Y no quiero ser maniquea. Yo sé que no es culpa suya que yo haya vivido ya varios intentos de suicidio, ni que me medique, ni que no pueda contar la cantidad de pasta que se han fundido mis padres en atención psicológica desde que tenía quince años; porque otras personas viven realidades similares o mucho peores y se desarrollan de forma relativamente sana, conocen mucho mejor la estabilidad emocional. Pero sí que estoy enfadada. Y con quienes más enfadada estoy no es con ellas, la verdad.
Quizás porque siempre fueron mis amigas. Quizás porque lo que más me ha jodido es que no eran mis enemigas, no eran niñas que me marginaran y persiguieran, sino niñas que cuando no me estaban maltratando me daban besos, me abrazaban, me hacían magníficos regalos de cumpleaños y jugaban conmigo. Eran mis amigas. Y supongo que eso no es sino parte del maltrato, y es por eso que lo llamo “maltrato” en vez de “acoso”; porque eran mis amigas, mucho más que mis acosadoras.
Pero decía que no son ellas con quienes más enfadada estoy. Y es que ahora mismo con quien más enfadada estoy no es con nadie, porque por fin siento que he cerrado heridas y pasado páginas; pero durante mucho tiempo, por mucha vergüenza y pena que sintiera al confesármelo a mí misma y a mis psicólogas, era con mis padres y con los profesores con quienes más enfadada estaba. ¿Cómo no te dabas cuenta? ¿Cómo, si te dabas cuenta, no me sacabas del colegio o llamabas al director para quejarte?
Hay que tener en cuenta que, cuando yo tenía seis, siete, ocho años; el fenómeno de los malos tratos escolares no tenía ni de lejos la visibilidad y la repercusión que tiene ahora. Yo no conocía ningún caso de colegios y familias multadas porque unos alumnos les hicieran la vida imposible a otros; en mi clase, con uno se metían por gordo, con otro por listo y por gafotas, y a mi amiga y a mí nos pasaba lo que nos pasaba no sé yo bien por qué. Y nunca pasó nada.
Pero aun así, durante mucho tiempo he guardado tantísimo rencor a quienes, como lo he sentido yo mucho tiempo, deberían haberme cuidado y no lo lograron. Yo no me he sentido protegida, no, nunca me he sentido protegida de un peligro mucho más real que los enchufes o las escaleras empinadas; y es ahora cuando entiendo lo difícil que es proteger a una niña que no llega a casa con verdugones en la espalda y en la tripa, que llega con lágrimas en los ojos y ganas de no volver al cole nunca más. Pero me ha costado entenderlo. Me ha costado mucho.

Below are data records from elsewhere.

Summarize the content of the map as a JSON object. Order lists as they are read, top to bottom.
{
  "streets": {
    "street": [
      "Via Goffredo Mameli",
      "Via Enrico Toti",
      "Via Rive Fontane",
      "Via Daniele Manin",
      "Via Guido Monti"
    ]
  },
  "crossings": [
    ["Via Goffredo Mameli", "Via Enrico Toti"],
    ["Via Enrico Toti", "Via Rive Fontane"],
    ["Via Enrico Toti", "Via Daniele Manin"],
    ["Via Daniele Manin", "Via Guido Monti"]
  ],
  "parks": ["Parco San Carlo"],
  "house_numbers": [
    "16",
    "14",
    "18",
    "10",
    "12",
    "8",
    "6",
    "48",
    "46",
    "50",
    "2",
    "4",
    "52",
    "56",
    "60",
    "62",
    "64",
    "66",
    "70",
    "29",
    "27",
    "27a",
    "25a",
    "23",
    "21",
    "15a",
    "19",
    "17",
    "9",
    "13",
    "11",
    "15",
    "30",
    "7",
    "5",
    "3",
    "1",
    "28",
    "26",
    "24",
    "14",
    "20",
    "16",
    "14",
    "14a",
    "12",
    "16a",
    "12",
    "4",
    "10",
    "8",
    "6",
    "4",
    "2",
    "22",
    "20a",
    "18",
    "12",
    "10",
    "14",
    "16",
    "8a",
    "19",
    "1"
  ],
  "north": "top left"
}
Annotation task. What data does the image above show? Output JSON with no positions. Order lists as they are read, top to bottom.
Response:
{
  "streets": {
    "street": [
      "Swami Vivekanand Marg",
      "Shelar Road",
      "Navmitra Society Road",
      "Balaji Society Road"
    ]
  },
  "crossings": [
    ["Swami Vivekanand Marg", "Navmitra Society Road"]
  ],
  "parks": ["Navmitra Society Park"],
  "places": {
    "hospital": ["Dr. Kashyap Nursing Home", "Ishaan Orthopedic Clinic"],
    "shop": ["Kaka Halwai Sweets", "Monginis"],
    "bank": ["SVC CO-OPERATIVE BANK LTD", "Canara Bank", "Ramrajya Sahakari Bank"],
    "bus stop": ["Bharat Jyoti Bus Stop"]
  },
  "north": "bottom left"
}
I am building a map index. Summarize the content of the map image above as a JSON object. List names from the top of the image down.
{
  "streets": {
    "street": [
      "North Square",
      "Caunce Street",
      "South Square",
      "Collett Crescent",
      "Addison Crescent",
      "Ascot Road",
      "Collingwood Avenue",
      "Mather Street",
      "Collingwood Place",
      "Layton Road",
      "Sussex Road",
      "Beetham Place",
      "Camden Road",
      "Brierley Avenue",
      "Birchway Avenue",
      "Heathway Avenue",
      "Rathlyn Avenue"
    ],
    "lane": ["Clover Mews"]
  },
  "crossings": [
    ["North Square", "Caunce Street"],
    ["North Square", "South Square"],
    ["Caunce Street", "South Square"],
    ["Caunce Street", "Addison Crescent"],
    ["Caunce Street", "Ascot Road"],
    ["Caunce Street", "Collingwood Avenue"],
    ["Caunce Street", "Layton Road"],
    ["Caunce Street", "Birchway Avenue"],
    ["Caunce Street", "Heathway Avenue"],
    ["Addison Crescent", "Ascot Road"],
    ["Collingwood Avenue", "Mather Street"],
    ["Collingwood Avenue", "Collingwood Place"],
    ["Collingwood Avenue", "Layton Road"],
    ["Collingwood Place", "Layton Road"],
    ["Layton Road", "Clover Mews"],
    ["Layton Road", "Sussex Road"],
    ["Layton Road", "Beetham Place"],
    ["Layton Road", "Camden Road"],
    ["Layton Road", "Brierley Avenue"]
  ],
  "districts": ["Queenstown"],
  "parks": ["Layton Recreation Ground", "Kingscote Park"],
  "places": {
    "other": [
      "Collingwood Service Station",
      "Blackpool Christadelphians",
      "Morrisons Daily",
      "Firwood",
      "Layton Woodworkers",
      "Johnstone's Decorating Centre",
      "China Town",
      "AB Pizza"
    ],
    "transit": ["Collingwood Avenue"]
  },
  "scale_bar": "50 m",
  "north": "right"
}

Por eso, aunque este no fuera el propósito inicial de esto que estoy escribiendo, nos pido por favor a todos y todas que escuchemos a la infancia. Porque a mí me hacían la vida imposible en el cole. Pero de otras abusan sexualmente sus padres, sus tíos, sus abuelos, los amigos de la familia más cercanos y de confianza. Si no escuchamos a la infancia ¿cómo vamos a construir vidas adultas de cercanía y confianza verdaderas? Como leí una vez, “eduquemos a niños y niñas que no tengan que recuperarse de sus infancias”.

Y supongo que, ahora que ya he vomitado todo esto que todavía no había logrado poner por escrito, puedo hablaros por fin de los libros. De cómo me “llevaron a través” de los malos tratos en el cole.
No tengo claro a qué edad aprendí a leer, pero supongo que a la habitual. Sí sé que les estaré eternamente agradecida, a mi padre, por inventarse historias para mí antes de dormir; y a mi madre, por conseguirme cuentos de todos los tipos y leérmelos a todas horas. He crecido rodeada de libros. He crecido rodeada de curiosidad y de ganas de saciar esa curiosidad, aun sabiendo que responder a una pregunta sólo traerá otra más complicada todavía; he crecido con “El Porqué De Las Cosas”. Y además, he crecido con “El Color de Nuestra Piel”, aquel libro sobre los distintos colores que puede tener la piel de las personas; y otros tantos que plantaron en mi interior las semillas de una vida que hace mucho que quiero dedicar a luchar y construir por la igualdad y la libertad verdaderas.
Así que recuerdo muy bien, mucho mejor, la verdad, que todo lo que pasaba en el colegio; aprenderme de memoria fragmentos de cuentos y libros de tanto leerlos y escucharlos a todas horas. Recuerdo las ilustraciones, y las cubiertas machacadas, y las esquinitas dobladas de las páginas. Pero, sobre todo, recuerdo Matilda.

Matilda, escrito por Roald Dahl e ilustrado por Quentin Blake, es el libro que cuenta la historia de una niña a la que sus padres no le hacen ni caso y además tratan muy, muy mal; y cómo empieza el colegio, cómo se venga de una directora igual o más malvada que su familia, y cómo toda la magia que brota de las yemas de sus dedos y le permite, en definitiva, construirse esa vida mejor va acompañada siempre de la pura magia de las páginas.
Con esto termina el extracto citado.